WD-CSS21-20020802 section 4, "CSS 2.1 syntax and basic data types", substantive comments from Etan Wexler on 2002-11-14 (www-style@w3.org from November 2002)

From: Etan Wexler <ewexler@stickdog.com>
Date: Thu, 14 Nov 2002 06:40:12 -0500
To: www-style@w3.org, Bert Bos <bert@w3.org>, Tantek Çelik <tantekc@microsoft.com>, Ian Hickson <ian@hixie.ch>, Håkon Wium Lie <howcome@opera.com>
Message-Id: <v03102808b9f93b656e6e@[64.24.91.50]>
Following are substantive comments on section 4, "CSS 2.1 syntax and basic
data types" (<http://www.w3.org/TR/2002/WD-CSS21-20020802/selector.html>),
of the Cascading Style Sheets level 2.1 draft
(<http://www.w3.org/TR/2002/WD-CSS21-20020802>).



4.1.1 Tokenization


"All levels of CSS -- level 1, level 2, and any future levels -- use the
same core syntax."

Well, level 1 restricts itself to the ISO-8859-1 character repertoire.
That's a significant difference in syntax.  And then there are issues of
newline in strings and so on.


"nmstart    [_a-zA-Z]|{nonascii}|{escape}"
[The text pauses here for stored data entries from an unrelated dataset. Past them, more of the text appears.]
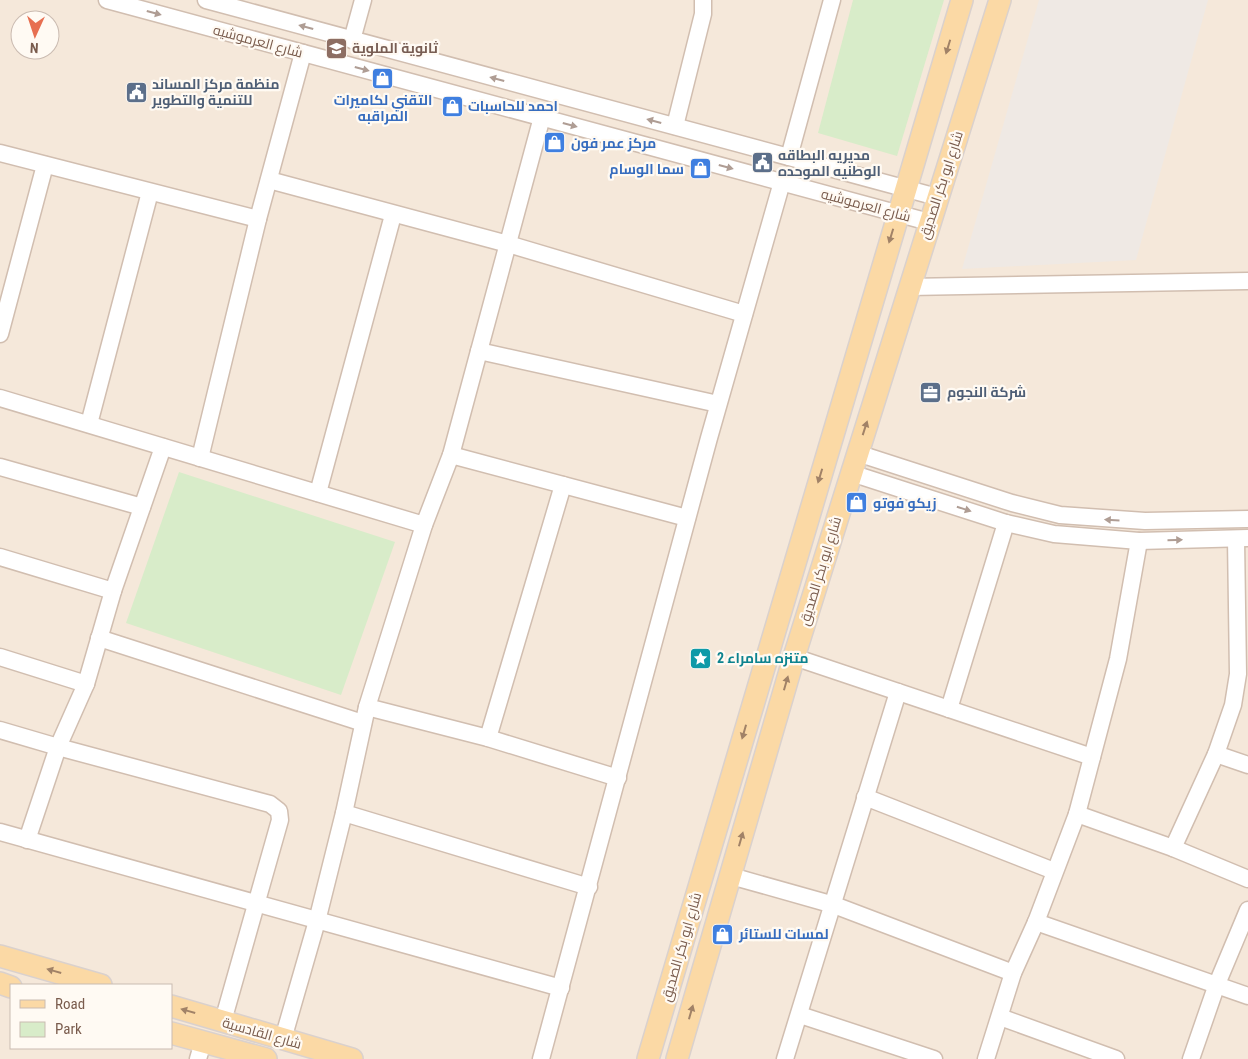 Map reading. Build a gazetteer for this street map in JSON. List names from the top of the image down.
{
  "streets": {
    "main road": ["شارع ابو بكر الصديق", "شارع القادسية"],
    "street": ["شارع العرموشيه"]
  },
  "crossings": [
    ["شارع العرموشيه", "شارع ابو بكر الصديق"]
  ],
  "places": {
    "school or university": ["ثانوية الملوية"],
    "shop": [
      "التقني لكاميرات المراقبه",
      "احمد للحاسبات",
      "مركز عمر فون",
      "سما الوسام",
      "زيكو فوتو",
      "لمسات للستائر"
    ],
    "public building": ["منظمة مركز المساند للتنمية والتطوير", "مديريه البطاقه الوطنيه الموحده"],
    "office": ["شركة النجوم"],
    "place": ["متنزه سامراء 2"]
  },
  "legend": ["Road", "Park"],
  "north": "bottom"
}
To return to a favorite subject, I would still like to repeal the so-called
correction that allowed unescaped underscore in identifiers.  This change,
which had some notable opposition, breaks backward compatibility with CSS1
and with any implementation of CSS2 predating the change.

Unescaped underscore, promoted on the basis that XML names may contain
underscores, are no more necessary than unescaped full stop, because XML
names may contain full stops.  We're doing fine without the latter; why do
we need the former?  Is "\_" truly an unbearable burden over and beyond "_"?

I assert that CSS2.1 can make a break from this change and can return to
the requirement of escaping underscores in identifiers.  And I'm pleading
for such a break.  We can pretend that the erratum was an April Fools prank.


"unicode   \\[0-9a-f]{1,6}[ \n\r\t\f]?"

To accomodate CRLF line breaks, change to
"unicode   \\[0-9a-f]{1,6}(\r\n|[ \n\r\t\f])?".


"COMMENT tokens do not occur in the grammar (to keep it readable)"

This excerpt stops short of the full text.